The Role of Law in China's Economic Development, Donald C. Clarke (George Washington University Law School), Peter Murrell (University of Maryland - Department of Economics), Susan H. Whiting (University of Washington - Department of Political Science) (Link)
This paper surveys China's legal system in the economic reform era. We analyze the role of law in the economy, assessing whether China's formal legal system contributed to those expectations of stable and predictable rights of property and contract that are prerequisites for growth. The paper begins by detailing legal developments. The relationship between legal and economic development was bidirectional - a coevolutionary process. We then examine three spheres of activity - property rights, agreements to trade, and corporate governance - asking whether law plays an important role, how that role has changed, and what the current problems are. Common themes arise. First, there have been profound changes, with law playing an increasingly important role. Second, formal legal institutions have not made a critical contribution to China's remarkable economic success. This latter conclusion leaves open the question of which mechanisms generated the necessary expectations of reasonable returns from decentralized economic activity. We briefly reflect on mechanisms other than law that might have produced such expectations, for example, the role of local Communist Party officials. However, lack of empirical information suggests this is a topic for future research.

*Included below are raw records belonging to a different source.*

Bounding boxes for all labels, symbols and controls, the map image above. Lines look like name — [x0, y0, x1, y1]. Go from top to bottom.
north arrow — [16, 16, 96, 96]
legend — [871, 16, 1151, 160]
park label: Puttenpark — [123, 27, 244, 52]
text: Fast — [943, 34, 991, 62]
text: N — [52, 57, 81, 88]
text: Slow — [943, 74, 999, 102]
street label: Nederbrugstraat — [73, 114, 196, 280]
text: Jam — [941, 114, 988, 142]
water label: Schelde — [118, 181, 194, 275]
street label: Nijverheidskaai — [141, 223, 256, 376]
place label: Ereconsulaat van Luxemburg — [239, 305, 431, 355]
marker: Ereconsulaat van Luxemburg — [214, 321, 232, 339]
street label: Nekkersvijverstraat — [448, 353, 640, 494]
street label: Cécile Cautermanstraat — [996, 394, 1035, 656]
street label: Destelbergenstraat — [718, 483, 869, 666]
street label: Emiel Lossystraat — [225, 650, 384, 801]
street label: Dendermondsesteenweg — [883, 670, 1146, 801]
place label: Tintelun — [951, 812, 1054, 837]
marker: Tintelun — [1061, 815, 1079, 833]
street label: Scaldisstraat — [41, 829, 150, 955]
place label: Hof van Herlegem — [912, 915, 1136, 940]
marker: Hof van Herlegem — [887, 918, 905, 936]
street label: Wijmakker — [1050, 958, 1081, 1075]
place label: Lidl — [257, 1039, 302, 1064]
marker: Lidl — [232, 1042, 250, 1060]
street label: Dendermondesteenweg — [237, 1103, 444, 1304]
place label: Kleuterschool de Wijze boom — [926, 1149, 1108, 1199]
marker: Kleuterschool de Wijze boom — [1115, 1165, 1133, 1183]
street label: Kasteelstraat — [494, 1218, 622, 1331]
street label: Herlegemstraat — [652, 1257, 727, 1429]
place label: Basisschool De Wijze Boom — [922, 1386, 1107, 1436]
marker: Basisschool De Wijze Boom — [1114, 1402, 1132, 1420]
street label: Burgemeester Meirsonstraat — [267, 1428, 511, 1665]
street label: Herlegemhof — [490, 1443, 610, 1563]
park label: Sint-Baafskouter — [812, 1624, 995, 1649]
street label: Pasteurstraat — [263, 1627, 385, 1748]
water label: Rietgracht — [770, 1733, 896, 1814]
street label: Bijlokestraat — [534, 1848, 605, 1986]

Politics, Ideology, and Legal System Reform in Northeast Asia, John K.M. Ohnesorge (University of Wisconsin Law School) (Link)

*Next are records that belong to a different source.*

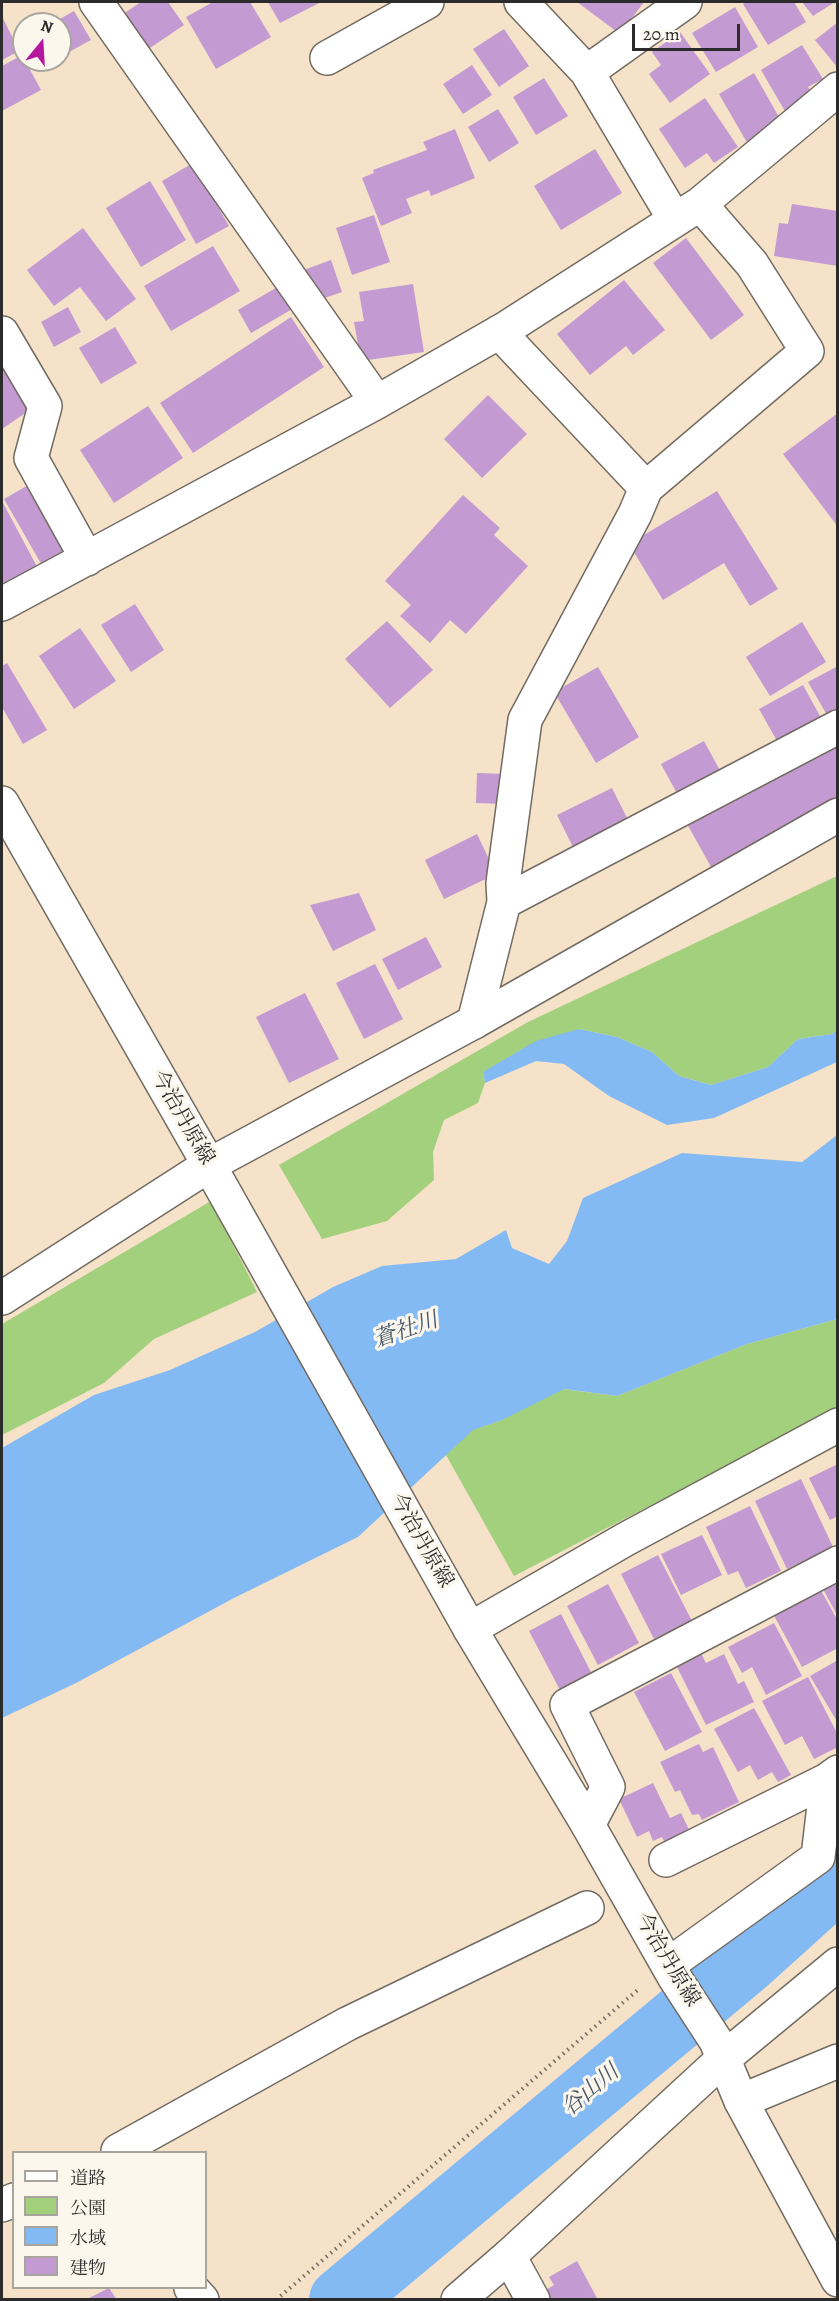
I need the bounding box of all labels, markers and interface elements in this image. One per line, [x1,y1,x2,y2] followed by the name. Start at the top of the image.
[12,12,72,72] north arrow
[635,12,743,50] scale bar
[38,15,56,39] text: N
[643,22,680,46] text: 20 m
[145,1066,219,1170] street label: 今治丹原線
[371,1308,441,1354] water label: 蒼社川
[384,1489,458,1593] street label: 今治丹原線
[629,1909,705,2011] street label: 今治丹原線
[557,2060,625,2122] water label: 谷山川
[12,2151,207,2289] legend
[70,2166,106,2190] text: 道路
[70,2196,106,2220] text: 公園
[70,2226,106,2250] text: 水域
[70,2256,106,2280] text: 建物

Legal systems throughout East Asia are in the midst of rapid and potentially fundamental change, across a range of legal fields. This paper, prepared for a conference on the potential effects of 9/11 on legal and social change in East Asia, examines East Asian legal reforms in the areas of administrative law and corporate law. These two fields, though not often studied in tandem, both respond to a pair of competing sentiments, one which can be thought of as "neo-liberal," and the other which might be termed populist/progressive. These competing sentiments are at play as East Asian legal reforms unfold, and it is as yet unclear which of them will be more fully served once the reforms take hold in society. Complicating the picture are the effects of 9/11 on America's foreign policy, as well as the effects of the "Enron" crisis in American corporate governance, both of which have shifted America's focus on East Asian law reform from where it stood at the end of the 1990s.
Constitutional Choices in Taiwan: Implications of Global Trends, Tom Ginsburg (University of Illinois College of Law) (Link)

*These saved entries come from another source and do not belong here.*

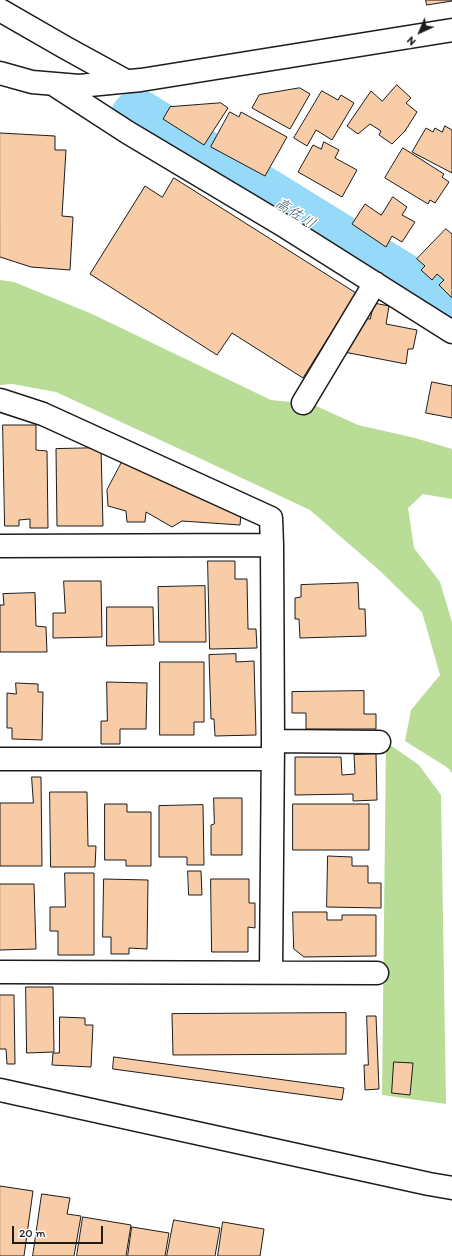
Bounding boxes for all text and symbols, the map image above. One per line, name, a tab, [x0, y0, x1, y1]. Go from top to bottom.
north arrow	[400, 12, 440, 52]
text: N	[404, 34, 419, 48]
water label: 高佐川	[271, 194, 319, 234]
scale bar	[14, 1218, 105, 1244]
text: 20 m	[19, 1226, 46, 1240]

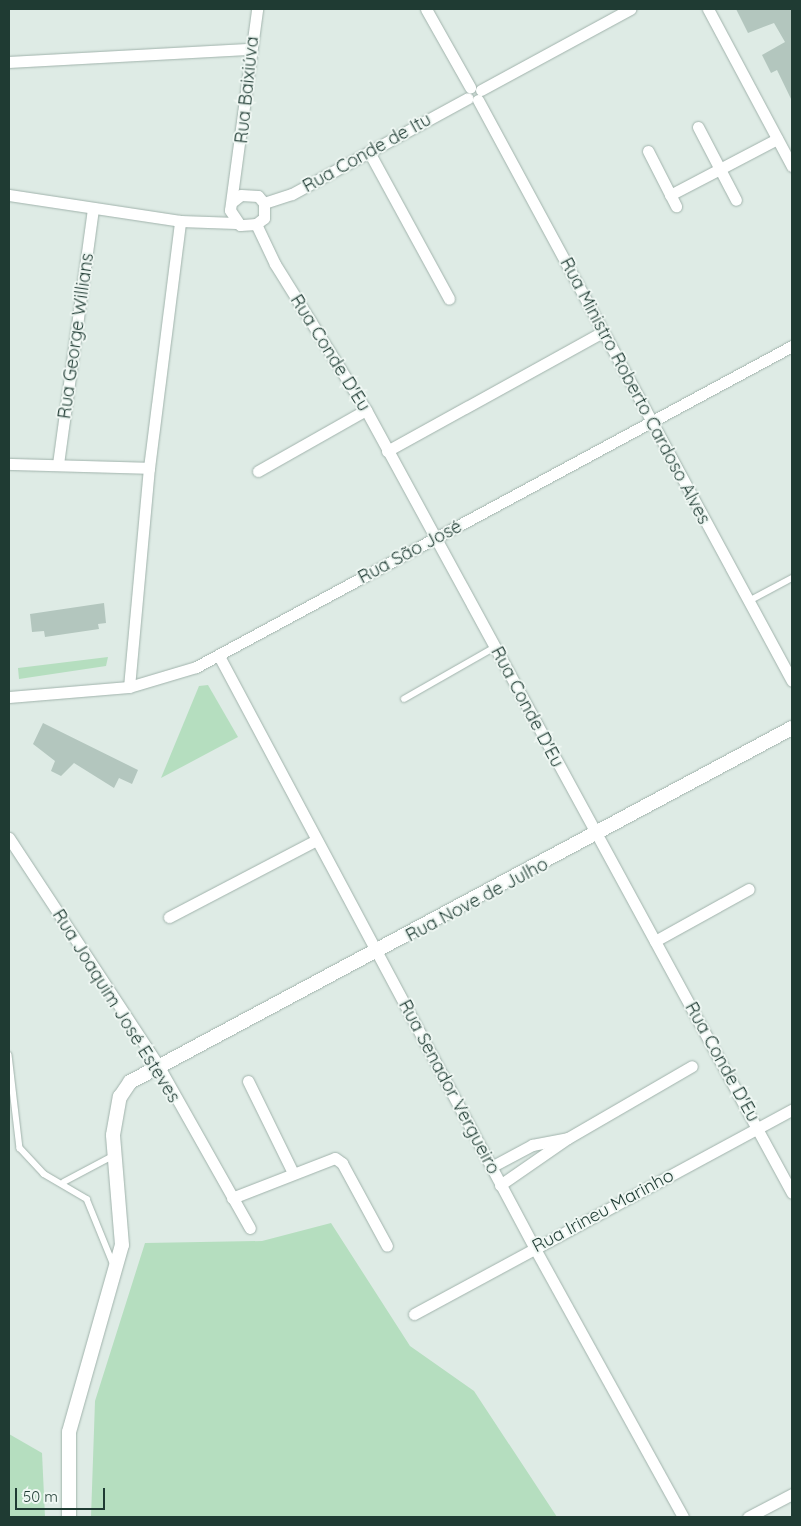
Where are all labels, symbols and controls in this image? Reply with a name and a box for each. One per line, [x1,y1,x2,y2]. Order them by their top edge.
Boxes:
street label: Rua Baixiúva [231,35,263,145]
street label: Rua Conde de Itu [299,109,435,197]
street label: Rua George Willians [54,252,98,420]
street label: Rua Ministro Roberto Cardoso Alves [555,254,715,528]
street label: Rua Conde D'Eu [285,291,375,415]
street label: Rua São José [354,516,466,588]
street label: Rua Conde D'Eu [486,643,568,771]
street label: Rua Nove de Julho [402,853,552,947]
street label: Rua Joaquim José Esteves [48,905,184,1107]
street label: Rua Senador Vergueiro [394,996,504,1178]
street label: Rua Conde D'Eu [680,998,764,1126]
street label: Rua Irineu Marinho [529,1165,677,1257]
scale bar [18,1478,108,1510]
text: 50 m [23,1487,58,1506]

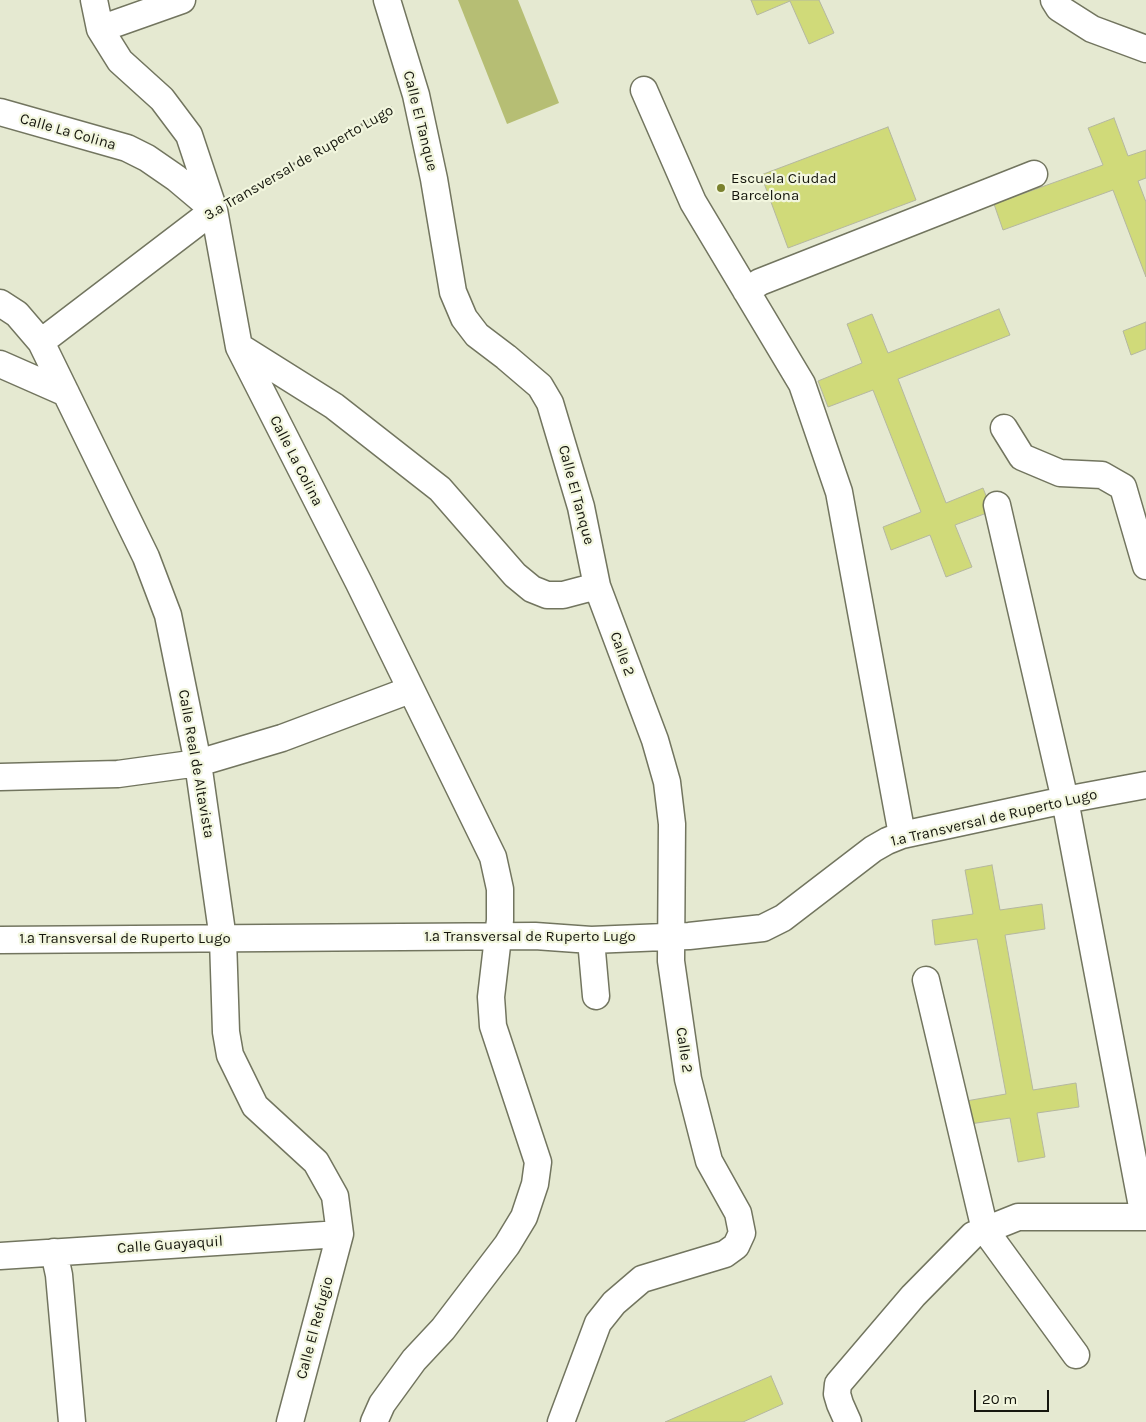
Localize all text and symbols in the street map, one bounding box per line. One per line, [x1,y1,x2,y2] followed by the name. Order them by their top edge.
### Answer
[399,69,441,173] street label: Calle El Tanque
[201,101,397,225] street label: 3.ª Transversal de Ruperto Lugo
[18,110,118,154] street label: Calle La Colina
[731,170,837,205] place label: Escuela Ciudad Barcelona
[715,182,727,194] marker: Escuela Ciudad Barcelona
[265,413,327,509] street label: Calle La Colina
[554,443,598,547] street label: Calle El Tanque
[606,629,638,679] street label: Calle 2
[174,688,218,840] street label: Calle Real de Altavista
[889,785,1099,851] street label: 1.ª Transversal de Ruperto Lugo
[424,928,636,946] street label: 1.ª Transversal de Ruperto Lugo
[19,930,231,948] street label: 1.ª Transversal de Ruperto Lugo
[672,1026,696,1074] street label: Calle 2
[117,1232,223,1258] street label: Calle Guayaquil
[293,1275,337,1381] street label: Calle El Refugio
[976,1380,1051,1412] scale bar
[982,1390,1017,1408] text: 20 m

The current Republic of China Constitution is a modified version of that drafted on the mainland in the late 1940s. While incremental reforms in the 1990s helped to tailor the Constitution to the needs of the island of Taiwan, they also produced a number of unintended consequences that have led to a stalemate between executive and legislative branches. As President Chen Shui-bian renews his call for constitutional reform, Taiwan has an opportunity to correct these severe defects in the political system. This paper considers the design of constitutional reform in light of recent global trends and Taiwan's distinctive political and social context. It argues that Taiwan's major political cleavages are of the type best resolved by some form of presidential system. It also considers a number of other issues of constitutional design, including direct democracy, constitutional review, and other oversight bodies.